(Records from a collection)
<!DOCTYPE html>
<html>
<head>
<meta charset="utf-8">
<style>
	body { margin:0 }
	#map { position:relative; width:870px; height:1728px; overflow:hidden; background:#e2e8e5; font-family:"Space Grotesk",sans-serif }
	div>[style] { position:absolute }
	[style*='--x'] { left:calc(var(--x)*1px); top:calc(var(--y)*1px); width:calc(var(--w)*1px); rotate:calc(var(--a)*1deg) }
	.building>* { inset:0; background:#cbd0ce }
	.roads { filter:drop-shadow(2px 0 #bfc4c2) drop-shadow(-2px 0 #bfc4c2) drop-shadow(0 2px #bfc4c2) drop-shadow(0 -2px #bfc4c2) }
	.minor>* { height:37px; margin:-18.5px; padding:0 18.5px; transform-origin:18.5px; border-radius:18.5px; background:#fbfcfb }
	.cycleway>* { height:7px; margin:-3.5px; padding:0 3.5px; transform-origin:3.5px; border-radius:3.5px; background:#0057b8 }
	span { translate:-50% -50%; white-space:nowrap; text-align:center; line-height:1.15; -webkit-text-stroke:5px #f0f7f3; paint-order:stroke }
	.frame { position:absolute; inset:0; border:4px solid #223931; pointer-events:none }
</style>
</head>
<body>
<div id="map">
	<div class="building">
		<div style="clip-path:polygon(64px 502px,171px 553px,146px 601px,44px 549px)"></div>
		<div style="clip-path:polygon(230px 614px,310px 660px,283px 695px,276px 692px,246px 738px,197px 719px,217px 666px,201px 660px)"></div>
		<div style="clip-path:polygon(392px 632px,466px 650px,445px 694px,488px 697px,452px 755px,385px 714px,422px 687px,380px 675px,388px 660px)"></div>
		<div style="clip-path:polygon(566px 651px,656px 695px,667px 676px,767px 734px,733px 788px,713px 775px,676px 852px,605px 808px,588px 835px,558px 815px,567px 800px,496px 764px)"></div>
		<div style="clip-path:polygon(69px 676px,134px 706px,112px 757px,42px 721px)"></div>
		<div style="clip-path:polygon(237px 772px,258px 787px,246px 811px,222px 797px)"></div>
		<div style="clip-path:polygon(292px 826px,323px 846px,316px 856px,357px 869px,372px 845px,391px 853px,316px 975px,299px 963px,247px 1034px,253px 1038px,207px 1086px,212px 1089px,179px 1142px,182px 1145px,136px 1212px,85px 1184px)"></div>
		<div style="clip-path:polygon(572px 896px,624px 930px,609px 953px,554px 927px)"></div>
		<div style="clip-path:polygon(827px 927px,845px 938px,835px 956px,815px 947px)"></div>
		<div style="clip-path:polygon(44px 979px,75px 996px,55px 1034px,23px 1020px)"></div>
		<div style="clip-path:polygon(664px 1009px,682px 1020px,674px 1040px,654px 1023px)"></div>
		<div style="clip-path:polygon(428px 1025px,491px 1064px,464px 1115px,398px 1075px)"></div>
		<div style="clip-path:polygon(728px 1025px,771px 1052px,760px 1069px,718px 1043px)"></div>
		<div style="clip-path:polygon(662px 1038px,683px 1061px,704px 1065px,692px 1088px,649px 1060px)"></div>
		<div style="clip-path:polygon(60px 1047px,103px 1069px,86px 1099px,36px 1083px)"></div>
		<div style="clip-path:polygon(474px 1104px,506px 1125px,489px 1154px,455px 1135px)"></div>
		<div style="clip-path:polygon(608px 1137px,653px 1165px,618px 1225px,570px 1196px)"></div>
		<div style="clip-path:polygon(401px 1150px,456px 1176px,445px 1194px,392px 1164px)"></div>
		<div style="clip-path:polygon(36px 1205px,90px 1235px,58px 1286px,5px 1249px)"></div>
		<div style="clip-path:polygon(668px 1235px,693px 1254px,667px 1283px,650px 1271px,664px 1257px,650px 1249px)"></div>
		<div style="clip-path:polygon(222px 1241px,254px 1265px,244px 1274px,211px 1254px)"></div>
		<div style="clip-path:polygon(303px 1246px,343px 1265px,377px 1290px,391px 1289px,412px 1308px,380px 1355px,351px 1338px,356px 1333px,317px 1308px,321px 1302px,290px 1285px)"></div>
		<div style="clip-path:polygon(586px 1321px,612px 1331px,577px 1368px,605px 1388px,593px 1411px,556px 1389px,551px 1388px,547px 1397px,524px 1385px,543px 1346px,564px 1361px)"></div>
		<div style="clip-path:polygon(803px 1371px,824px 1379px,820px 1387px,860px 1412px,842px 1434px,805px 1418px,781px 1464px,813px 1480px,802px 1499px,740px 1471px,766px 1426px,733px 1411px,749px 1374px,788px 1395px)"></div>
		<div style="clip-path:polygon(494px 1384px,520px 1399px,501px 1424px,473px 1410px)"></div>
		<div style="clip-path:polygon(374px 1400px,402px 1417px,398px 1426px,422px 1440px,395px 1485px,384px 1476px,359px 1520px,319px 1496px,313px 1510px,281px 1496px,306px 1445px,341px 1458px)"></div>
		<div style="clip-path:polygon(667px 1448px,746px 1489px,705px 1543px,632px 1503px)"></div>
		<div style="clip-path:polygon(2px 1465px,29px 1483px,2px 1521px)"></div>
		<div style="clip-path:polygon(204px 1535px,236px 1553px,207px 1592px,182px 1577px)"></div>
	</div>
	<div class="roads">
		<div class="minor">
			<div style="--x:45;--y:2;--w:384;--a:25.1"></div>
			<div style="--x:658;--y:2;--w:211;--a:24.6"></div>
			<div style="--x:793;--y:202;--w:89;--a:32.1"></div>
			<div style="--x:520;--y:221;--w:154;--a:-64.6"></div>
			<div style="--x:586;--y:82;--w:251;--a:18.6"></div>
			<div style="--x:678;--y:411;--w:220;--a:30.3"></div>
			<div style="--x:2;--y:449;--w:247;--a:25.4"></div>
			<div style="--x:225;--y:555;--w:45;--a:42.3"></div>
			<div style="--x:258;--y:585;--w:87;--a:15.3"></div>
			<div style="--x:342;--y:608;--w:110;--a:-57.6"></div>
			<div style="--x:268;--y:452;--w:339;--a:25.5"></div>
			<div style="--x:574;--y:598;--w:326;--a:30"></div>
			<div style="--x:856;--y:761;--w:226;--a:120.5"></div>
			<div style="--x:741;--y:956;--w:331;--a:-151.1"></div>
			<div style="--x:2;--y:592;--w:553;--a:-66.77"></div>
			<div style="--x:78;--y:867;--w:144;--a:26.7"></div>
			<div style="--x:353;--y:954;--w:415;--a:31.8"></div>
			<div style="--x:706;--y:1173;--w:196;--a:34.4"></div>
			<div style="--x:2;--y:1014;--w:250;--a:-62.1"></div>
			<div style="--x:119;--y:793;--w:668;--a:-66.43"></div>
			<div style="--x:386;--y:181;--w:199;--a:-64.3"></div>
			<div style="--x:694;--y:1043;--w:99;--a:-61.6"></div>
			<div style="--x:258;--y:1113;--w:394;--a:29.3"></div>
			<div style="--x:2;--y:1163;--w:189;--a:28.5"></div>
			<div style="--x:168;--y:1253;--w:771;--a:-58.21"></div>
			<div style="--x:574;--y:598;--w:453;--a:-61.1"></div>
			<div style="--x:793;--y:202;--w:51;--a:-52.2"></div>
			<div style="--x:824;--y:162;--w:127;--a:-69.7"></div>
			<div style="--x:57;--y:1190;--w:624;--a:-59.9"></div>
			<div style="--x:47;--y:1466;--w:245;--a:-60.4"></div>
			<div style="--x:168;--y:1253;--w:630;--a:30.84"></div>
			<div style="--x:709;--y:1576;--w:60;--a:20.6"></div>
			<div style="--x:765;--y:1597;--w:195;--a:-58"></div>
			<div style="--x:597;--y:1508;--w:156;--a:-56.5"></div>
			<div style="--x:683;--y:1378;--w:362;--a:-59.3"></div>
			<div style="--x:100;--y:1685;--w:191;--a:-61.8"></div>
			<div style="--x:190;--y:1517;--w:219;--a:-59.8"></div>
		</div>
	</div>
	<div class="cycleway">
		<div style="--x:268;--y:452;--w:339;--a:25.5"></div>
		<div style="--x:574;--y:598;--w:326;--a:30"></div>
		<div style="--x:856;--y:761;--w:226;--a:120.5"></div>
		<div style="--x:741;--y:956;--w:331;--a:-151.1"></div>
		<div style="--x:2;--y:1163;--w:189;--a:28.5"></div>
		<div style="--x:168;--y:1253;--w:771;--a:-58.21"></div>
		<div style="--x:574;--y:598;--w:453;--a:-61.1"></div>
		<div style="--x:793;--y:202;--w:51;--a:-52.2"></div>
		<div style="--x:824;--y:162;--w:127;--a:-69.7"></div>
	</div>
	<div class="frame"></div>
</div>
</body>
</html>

--

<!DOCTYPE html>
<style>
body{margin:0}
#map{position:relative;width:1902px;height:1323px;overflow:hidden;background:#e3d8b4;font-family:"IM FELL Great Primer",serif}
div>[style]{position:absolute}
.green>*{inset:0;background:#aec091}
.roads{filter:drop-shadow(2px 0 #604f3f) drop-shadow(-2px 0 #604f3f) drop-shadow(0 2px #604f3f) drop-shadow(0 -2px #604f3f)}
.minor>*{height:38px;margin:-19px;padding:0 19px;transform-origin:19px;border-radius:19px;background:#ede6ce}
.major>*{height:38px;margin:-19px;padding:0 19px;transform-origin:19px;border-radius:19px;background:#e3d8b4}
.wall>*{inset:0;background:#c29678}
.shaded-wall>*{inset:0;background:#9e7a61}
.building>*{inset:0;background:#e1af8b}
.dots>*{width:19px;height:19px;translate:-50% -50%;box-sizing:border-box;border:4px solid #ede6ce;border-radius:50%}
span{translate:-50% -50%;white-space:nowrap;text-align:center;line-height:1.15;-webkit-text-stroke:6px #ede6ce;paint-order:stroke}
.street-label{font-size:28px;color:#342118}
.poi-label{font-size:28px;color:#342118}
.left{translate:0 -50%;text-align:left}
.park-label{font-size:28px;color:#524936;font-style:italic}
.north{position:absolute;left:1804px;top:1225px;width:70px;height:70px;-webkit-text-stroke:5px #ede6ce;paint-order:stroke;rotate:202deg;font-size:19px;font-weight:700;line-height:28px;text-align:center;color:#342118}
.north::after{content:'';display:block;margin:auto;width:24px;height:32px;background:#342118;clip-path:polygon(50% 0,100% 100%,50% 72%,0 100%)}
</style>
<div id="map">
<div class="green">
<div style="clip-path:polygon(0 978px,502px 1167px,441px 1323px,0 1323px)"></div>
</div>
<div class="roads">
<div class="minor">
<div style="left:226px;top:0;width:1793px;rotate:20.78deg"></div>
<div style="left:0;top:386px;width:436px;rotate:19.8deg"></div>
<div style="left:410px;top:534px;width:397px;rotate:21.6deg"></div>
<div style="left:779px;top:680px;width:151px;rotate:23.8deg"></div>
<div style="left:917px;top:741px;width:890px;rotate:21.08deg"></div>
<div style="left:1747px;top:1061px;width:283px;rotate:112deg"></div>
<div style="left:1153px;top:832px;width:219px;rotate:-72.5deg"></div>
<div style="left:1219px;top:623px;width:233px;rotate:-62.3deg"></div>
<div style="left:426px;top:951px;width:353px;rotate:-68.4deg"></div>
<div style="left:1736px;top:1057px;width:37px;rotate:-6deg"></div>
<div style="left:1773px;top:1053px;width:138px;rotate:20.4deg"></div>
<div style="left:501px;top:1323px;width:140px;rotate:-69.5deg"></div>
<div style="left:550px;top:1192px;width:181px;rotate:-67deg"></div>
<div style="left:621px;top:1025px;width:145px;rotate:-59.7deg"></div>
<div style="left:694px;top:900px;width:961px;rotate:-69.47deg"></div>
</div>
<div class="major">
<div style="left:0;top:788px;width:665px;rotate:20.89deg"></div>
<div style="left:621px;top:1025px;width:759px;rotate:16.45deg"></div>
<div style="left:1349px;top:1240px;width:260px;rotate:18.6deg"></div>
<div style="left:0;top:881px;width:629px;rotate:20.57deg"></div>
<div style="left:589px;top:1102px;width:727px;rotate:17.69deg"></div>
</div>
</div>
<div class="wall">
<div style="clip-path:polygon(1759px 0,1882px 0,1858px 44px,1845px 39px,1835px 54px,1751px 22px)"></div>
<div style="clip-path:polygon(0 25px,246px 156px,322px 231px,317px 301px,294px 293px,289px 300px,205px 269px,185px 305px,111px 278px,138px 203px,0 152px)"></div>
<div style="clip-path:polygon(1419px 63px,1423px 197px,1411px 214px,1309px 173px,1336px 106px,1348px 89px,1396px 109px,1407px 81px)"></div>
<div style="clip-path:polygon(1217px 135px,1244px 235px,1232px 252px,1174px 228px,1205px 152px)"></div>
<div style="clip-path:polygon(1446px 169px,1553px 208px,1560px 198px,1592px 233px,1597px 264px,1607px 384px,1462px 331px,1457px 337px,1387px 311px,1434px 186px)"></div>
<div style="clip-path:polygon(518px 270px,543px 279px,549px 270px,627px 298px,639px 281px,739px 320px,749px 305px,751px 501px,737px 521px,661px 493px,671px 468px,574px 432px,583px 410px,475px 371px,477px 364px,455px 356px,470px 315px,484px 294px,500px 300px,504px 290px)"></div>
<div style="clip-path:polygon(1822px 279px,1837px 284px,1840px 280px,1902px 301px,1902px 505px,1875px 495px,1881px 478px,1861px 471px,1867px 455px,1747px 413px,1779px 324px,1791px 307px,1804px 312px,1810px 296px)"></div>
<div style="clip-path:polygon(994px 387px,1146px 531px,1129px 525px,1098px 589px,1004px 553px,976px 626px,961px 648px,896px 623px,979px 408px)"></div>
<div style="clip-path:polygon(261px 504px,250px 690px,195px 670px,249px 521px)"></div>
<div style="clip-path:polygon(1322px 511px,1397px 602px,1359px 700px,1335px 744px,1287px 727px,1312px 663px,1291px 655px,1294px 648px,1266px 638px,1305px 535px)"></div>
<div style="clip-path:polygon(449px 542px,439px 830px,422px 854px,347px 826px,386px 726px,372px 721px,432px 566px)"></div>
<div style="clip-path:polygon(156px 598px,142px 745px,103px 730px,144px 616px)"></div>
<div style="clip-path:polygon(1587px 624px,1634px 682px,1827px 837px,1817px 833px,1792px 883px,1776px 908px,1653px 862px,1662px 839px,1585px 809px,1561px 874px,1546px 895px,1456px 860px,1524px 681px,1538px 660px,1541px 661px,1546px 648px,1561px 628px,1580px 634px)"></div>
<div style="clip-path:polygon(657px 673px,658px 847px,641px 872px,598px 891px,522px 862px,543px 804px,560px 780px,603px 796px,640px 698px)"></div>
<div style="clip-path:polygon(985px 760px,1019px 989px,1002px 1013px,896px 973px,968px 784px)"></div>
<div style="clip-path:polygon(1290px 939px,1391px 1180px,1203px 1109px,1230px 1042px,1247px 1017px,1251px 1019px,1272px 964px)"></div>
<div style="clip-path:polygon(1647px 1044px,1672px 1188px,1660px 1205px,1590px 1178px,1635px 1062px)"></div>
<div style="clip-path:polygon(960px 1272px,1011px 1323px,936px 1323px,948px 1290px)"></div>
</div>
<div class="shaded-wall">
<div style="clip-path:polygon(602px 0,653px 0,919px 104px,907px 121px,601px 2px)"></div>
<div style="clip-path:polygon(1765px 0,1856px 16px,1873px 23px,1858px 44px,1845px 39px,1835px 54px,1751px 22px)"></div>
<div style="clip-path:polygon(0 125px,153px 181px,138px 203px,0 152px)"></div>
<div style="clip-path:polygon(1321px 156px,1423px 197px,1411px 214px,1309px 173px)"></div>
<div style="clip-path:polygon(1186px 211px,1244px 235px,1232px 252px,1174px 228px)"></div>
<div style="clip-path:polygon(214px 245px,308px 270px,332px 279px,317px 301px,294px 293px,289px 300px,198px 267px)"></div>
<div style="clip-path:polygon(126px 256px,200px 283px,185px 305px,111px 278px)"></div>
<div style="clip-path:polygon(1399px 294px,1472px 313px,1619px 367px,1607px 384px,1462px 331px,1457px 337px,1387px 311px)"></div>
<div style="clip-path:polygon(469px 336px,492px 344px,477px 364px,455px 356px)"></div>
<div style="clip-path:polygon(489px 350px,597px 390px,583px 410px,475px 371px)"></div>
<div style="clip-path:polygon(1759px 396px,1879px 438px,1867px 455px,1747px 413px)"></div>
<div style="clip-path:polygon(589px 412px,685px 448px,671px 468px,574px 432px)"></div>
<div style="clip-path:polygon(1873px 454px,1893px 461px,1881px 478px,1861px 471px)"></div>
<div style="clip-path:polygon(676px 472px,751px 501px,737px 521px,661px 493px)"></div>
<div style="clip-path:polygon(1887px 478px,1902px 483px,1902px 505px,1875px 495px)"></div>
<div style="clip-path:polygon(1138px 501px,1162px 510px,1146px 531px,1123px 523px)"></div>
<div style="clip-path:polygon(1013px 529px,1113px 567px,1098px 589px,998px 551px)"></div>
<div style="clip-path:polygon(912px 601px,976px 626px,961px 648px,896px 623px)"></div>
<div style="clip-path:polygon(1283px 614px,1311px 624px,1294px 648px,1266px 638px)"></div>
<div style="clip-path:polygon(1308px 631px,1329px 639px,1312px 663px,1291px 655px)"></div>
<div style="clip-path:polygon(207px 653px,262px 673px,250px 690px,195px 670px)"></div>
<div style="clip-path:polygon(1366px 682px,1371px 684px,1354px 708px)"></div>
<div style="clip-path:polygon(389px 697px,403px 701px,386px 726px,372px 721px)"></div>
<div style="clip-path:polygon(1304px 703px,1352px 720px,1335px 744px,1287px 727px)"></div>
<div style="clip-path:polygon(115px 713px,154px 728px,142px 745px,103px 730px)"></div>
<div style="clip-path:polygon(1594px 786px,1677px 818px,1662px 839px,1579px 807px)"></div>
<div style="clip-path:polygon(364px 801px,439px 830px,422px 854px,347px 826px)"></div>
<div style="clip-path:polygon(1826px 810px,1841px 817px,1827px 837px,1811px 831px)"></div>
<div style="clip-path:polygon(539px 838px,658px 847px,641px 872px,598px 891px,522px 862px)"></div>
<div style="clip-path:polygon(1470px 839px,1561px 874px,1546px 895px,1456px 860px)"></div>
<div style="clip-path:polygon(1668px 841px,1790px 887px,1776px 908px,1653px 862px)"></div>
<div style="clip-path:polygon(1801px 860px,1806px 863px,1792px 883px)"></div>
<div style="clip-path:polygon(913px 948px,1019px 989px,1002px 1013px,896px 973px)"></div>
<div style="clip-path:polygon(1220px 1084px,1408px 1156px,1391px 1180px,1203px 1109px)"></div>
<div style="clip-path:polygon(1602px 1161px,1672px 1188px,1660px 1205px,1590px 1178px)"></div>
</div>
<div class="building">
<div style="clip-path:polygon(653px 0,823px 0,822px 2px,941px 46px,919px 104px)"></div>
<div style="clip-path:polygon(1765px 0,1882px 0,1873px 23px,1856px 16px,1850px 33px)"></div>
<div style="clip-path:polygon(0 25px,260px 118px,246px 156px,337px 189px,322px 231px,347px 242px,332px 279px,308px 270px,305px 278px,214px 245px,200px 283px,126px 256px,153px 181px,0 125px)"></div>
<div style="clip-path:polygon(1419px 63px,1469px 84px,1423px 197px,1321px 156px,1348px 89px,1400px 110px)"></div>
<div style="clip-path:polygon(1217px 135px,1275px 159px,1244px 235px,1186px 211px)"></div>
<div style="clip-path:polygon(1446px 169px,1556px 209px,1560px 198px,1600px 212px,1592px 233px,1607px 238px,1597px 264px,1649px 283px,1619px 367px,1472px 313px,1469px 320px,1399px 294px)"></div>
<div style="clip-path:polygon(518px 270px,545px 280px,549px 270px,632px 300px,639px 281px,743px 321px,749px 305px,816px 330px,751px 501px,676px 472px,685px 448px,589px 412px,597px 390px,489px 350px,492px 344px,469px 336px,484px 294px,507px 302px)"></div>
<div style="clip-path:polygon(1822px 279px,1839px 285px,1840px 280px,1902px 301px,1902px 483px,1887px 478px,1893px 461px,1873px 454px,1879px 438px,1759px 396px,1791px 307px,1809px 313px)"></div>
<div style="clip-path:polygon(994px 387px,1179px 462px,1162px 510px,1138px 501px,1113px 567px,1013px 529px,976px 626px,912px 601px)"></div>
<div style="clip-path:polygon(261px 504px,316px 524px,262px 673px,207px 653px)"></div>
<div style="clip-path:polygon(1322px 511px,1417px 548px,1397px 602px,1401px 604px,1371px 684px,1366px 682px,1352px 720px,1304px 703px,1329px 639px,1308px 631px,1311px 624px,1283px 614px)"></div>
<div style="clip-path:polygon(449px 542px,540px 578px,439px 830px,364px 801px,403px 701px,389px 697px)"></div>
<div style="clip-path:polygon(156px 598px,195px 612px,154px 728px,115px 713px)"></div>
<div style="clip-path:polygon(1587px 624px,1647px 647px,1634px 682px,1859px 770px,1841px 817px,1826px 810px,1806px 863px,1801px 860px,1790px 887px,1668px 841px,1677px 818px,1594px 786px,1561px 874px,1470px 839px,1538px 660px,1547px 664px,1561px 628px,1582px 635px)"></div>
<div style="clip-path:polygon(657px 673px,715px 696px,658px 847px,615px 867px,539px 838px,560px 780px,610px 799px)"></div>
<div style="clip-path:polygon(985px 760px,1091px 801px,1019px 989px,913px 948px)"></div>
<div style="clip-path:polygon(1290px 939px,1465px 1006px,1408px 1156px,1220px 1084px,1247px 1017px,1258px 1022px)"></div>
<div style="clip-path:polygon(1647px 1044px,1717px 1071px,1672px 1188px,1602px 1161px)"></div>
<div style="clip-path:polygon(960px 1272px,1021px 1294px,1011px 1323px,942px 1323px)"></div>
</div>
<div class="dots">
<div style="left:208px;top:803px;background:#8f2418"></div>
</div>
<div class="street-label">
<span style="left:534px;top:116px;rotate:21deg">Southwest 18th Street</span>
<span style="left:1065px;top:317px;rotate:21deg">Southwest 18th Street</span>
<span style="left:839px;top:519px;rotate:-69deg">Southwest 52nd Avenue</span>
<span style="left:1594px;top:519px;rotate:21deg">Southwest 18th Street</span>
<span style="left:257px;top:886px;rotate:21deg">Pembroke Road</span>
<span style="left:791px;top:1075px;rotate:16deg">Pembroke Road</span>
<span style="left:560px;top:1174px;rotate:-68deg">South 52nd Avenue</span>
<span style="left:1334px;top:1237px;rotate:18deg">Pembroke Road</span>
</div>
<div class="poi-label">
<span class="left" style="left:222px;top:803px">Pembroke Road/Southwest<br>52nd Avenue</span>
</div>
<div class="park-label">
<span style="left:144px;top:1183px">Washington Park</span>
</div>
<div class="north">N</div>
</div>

> **Problem statement**
Among the entries, how many lines hold the word "relative"? Please answer with only that number.

> **Task output**
2